De novembre à février, sans hésiter. Mérida est l'une des villes les plus chaudes du Mexique et la chaleur y devient difficile d'avril à septembre, avec des pointes au-dessus de 40 degrés en mai et une humidité écrasante. En décembre et janvier, les journées tournent autour de 30 degrés avec des matinées agréables, ce qui change tout quand on visite des sites archéologiques sans ombre.

Mérida figure régulièrement parmi les villes les plus sûres du Mexique et d'Amérique latine, et cette réputation est méritée. On y marche le soir sans inquiétude, y compris dans le centre historique, et l'insécurité n'est tout simplement pas un sujet local. C'est l'une des raisons pour lesquelles la ville attire autant de retraités et de familles expatriées.

Ce sont deux logiques opposées. Cancún offre la plage, l'aéroport le mieux desservi et les resorts.
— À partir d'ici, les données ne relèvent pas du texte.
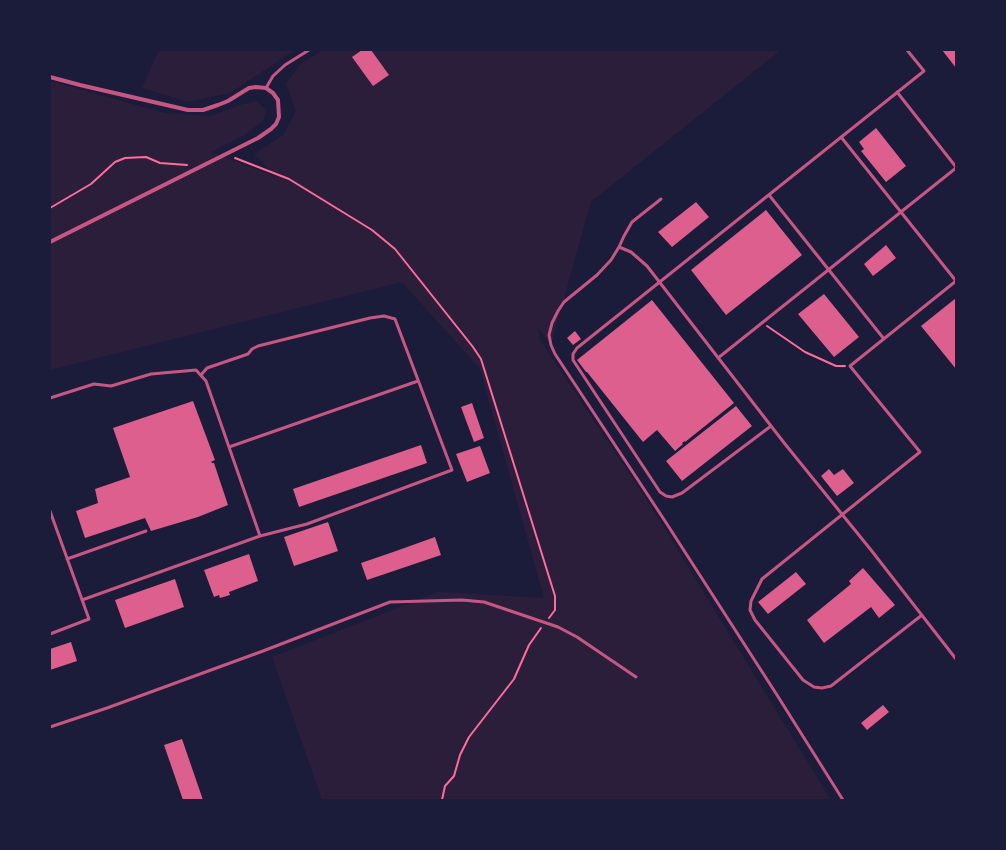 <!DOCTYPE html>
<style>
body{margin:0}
#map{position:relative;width:1006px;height:850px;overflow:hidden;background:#1b1b3a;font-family:Figtree,sans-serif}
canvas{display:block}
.frame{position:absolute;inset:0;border:51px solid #1b1b3a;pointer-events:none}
</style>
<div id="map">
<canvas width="1006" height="850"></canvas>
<div class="frame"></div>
</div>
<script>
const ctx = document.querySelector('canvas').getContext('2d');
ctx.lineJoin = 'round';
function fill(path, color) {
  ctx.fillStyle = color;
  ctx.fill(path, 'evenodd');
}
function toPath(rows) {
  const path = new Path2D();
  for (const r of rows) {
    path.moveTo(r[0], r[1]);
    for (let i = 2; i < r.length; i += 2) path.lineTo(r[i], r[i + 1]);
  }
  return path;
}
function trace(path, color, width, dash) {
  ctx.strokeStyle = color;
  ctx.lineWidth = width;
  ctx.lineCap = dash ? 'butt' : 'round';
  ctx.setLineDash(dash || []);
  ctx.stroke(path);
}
fill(toPath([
 [159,50,295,50,230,93,188,102,142,88],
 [323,50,781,50,591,202,551,345,538,328,540,340,652,508,831,800,322,800,272,657,438,592,544,598,480,369,402,282,50,370,50,81,165,113,211,116,243,104,257,101,266,110,264,120,245,135,211,152,277,177,254,154,283,135,296,111,286,84,300,64]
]), '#2a1e3b');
fill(toPath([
 [362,50,371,50,389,75,373,86,352,57],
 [942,50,956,50,956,68],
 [876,128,906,166,886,182,861,151,864,149,859,142],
 [696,202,709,217,672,247,658,232],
 [766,210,802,255,726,315,691,270],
 [886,245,896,258,873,276,864,264],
 [824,294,859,337,834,357,798,314],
 [956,298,956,369,921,326],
 [652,300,734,403,685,442,685,441,682,443,683,444,675,451,657,430,643,442,587,372,586,372,577,360],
 [575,331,581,339,573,345,567,338],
 [193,401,215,460,211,462,212,463,214,463,228,505,198,517,151,531,145,518,85,538,76,511,98,503,95,489,130,477,113,428],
 [472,403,484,438,474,442,461,407],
 [736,406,752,426,682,481,666,461],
 [421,445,427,463,299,507,293,489],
 [480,446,490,473,467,482,456,454],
 [829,469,834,475,843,469,854,483,837,496,821,476],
 [328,522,338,551,294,566,284,537],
 [435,537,441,555,367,580,361,563,396,551],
 [249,554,258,581,229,592,230,595,220,598,219,595,214,597,204,570],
 [863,568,895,605,879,618,871,607,824,643,807,620,851,584,849,581],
 [796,572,806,584,768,614,758,602],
 [175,579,184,607,125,628,115,600],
 [71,642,77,661,50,670,50,649],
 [883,705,889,712,867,730,861,723],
 [182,739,203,800,183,800,164,745]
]), '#dd5f8e');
trace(toPath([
 [235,158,289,179,372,230,395,249,473,347,481,359,555,596,555,610,549,618],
 [50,208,91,184,115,162,125,158,146,157,160,163,187,165],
 [767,326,805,352,836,366,845,366],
 [442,800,445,786,454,776,460,755,469,737,514,679,529,645,541,628]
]), '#ff6b9d', 2);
trace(toPath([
 [266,88,273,76,285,65,309,50],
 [897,92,956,167],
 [841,137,956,281,850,366,920,452,762,579,751,601,750,610,755,620,803,680,814,687,822,688,831,686,922,615],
 [769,195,884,339],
 [661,199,632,222,624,236,619,247,611,260,597,275,564,302,558,311,552,323,549,335,551,345,555,354,665,521,777,695,843,800],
 [619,247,631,252,647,266,785,444,871,550,956,659],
 [718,358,956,168],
 [50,398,94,384,111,386,151,374,196,370,206,381,260,536],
 [771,426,682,493,672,497,666,496,660,492,573,360,573,354,577,348,924,71,907,50],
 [229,447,418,381],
 [50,511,89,619,50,634],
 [67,559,146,531],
 [82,600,260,536,307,524,452,470,395,319,384,316,370,318,258,346,252,349,248,354,207,368,201,375],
 [50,727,107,708,263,651,390,602,462,600,484,602,558,627,577,637,636,677]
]), '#c65784', 3);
trace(toPath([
 [50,77,80,85,188,110,203,110,218,105,228,101,249,88,256,87,266,88,273,93,278,100,279,117,276,124,271,129,258,138,50,242]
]), '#c65784', 4);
</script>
Mérida offre une vraie ville mexicaine, un patrimoine colonial, des prix nettement plus bas et une position centrale pour les sites mayas et les cenotes. Pour un voyage culturel, Mérida gagne largement. Pour un séjour balnéaire, Cancún. Beaucoup d'itinéraires entrent par Cancún et posent leurs valises à Mérida.

Progreso, sur le golfe du Mexique, est à trente minutes de route au nord. Ce n'est pas la carte postale des Caraïbes : l'eau y est verte plutôt que turquoise, peu profonde, et la ville vit surtout de son port et de sa longue jetée. C'est une plage de proximité, fréquentée par les habitants de Mérida le week-end, agréable mais sans rapport avec la Riviera Maya.

Pour la ville, non : tout se fait à pied et les VTC coûtent très peu. Pour les environs, cela change tout. Les cenotes de Homún, la route Puuc et les petits villages sont mal desservis par les transports collectifs, et l'excursion organisée impose son rythme. Les routes du Yucatán sont plates, en bon état et faciles à conduire, ce qui en fait l'un des meilleurs endroits du pays pour prendre le volant.